Upon morning there was more uphill climbing, this time even steeper as we scrambled over rocks and glaciers to the most stunning ridge I might have ever seen. Jagged snowcapped mountains and glacial lakes the colour of blue Gatorade. Personally I’m not into isotonic drinks but these lakes were a comparable shade of blue. All that scenery was fantastic but the real highlight of my day was sliding down a glacier. What began as boot skiing with my incredible talent and sense of balance became a controlled slide on my bum towards the end of my glacial experience. Having fallen off my feet around ten metres before the end of my slide I decided to just keep going, using my feet and hands to control my speed and direction. The result was numb hands/bum, wet shorts and mysterious cuts on my knees. I’m not sure how, though. My knees weren’t involved at all. Glacial water is also brisk and refreshing, as one would expect.
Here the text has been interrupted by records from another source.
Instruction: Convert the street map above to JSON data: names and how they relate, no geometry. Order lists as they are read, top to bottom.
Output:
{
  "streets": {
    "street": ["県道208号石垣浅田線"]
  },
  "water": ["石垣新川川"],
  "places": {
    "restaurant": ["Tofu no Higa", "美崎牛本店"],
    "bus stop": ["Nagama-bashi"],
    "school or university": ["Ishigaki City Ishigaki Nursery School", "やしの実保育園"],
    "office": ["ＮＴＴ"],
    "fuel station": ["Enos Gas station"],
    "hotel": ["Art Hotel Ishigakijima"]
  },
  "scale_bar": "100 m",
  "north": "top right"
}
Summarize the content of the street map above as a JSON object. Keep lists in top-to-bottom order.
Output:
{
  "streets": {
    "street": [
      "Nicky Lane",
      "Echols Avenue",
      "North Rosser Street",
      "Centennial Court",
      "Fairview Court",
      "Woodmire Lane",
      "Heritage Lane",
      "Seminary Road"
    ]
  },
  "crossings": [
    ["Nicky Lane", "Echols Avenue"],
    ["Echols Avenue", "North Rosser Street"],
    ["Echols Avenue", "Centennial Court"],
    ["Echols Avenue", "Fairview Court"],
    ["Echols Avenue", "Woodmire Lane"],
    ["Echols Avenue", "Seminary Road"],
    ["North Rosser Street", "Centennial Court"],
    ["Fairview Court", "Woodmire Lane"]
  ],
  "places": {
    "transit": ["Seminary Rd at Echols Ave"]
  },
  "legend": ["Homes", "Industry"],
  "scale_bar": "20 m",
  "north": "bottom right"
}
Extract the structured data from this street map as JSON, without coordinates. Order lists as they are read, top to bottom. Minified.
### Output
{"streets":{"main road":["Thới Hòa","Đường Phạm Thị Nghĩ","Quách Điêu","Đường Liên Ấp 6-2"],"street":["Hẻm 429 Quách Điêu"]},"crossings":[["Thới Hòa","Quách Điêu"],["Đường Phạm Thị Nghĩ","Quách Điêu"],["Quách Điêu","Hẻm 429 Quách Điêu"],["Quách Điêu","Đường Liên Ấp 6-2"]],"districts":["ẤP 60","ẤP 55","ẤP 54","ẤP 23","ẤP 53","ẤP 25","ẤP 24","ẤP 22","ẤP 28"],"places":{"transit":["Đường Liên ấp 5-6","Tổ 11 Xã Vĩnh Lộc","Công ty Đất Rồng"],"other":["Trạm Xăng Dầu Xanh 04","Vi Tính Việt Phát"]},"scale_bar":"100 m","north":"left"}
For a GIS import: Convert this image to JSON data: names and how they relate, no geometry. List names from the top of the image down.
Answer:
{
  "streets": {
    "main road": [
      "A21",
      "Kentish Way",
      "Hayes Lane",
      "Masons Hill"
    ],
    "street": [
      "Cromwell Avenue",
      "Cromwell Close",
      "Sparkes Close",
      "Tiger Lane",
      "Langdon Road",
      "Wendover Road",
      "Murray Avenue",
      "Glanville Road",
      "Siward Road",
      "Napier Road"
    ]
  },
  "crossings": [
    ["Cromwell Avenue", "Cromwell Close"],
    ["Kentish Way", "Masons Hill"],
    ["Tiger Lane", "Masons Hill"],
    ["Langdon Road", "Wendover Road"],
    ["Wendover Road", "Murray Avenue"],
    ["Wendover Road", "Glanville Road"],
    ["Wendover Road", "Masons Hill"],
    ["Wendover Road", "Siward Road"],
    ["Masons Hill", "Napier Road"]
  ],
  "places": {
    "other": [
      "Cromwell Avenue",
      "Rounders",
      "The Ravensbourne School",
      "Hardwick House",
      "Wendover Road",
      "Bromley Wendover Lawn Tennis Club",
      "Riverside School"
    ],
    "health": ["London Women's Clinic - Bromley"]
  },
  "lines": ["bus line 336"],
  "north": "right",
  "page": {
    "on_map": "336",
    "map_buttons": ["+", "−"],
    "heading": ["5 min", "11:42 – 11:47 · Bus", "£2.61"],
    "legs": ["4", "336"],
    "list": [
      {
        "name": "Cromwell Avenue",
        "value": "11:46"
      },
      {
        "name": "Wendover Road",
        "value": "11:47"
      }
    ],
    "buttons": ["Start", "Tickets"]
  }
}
My final discovery of the trip was the meaning of inukshuks. I knew a cairne was a pile of rocks meant as a navigational marker to fellow hikers but I failed to grasp the difference between that and an inukshuk. According to local intel, the purpose of an inukshuk is “because Canadians like piling rocks”. Seems legit. D’mitry approves.
Remember those times when I kept using wrestling bears as an analogy for being awesome? Well I found a D’mitry-sized Canadian bear and it posed with him in the forest because that’s where bears and dinosaurs belong, right? But seriously, it was a fantastic hike and a super awesome waterfall. I climbed up the little pools to the start of the waterfall, out of sight from my friends. They followed me a few minutes later to find me already standing inside the top pool, right next to the spray from the waterfall. I highly recommend splashing about in mountain runoff. In a word, it’s brisk.
Remember how I first found D’mitry? All sad and alone in that mud puddle? I experienced something similar last week. I stepped out of a car into what I thought was solid dried mud. It was in fact ankle-deep sludge mud. One uncomfortable 20 or so metres later, however, I was ankle-deep in awesome lake. The best thing about lakes with mountain backdrops is that they make the greatest locations for dinosaur action shots. D’mitry spent the afternoon soaking up the good life in the sunshine. I spent the afternoon trying to wash mud out of my toes.
Visiting lakes is fun. Visiting lakes that are surrounded by amazing mountains and climbable rocks and steep roads is more fun. Also we found a sign that politely asked us not to drown. Canada. D’mitry was soaking up some sunshine on one of the awesome rocks because skin cancer doesn’t affect you when you are made of plastic. But seriously, slip slop slap. Be sunsmart.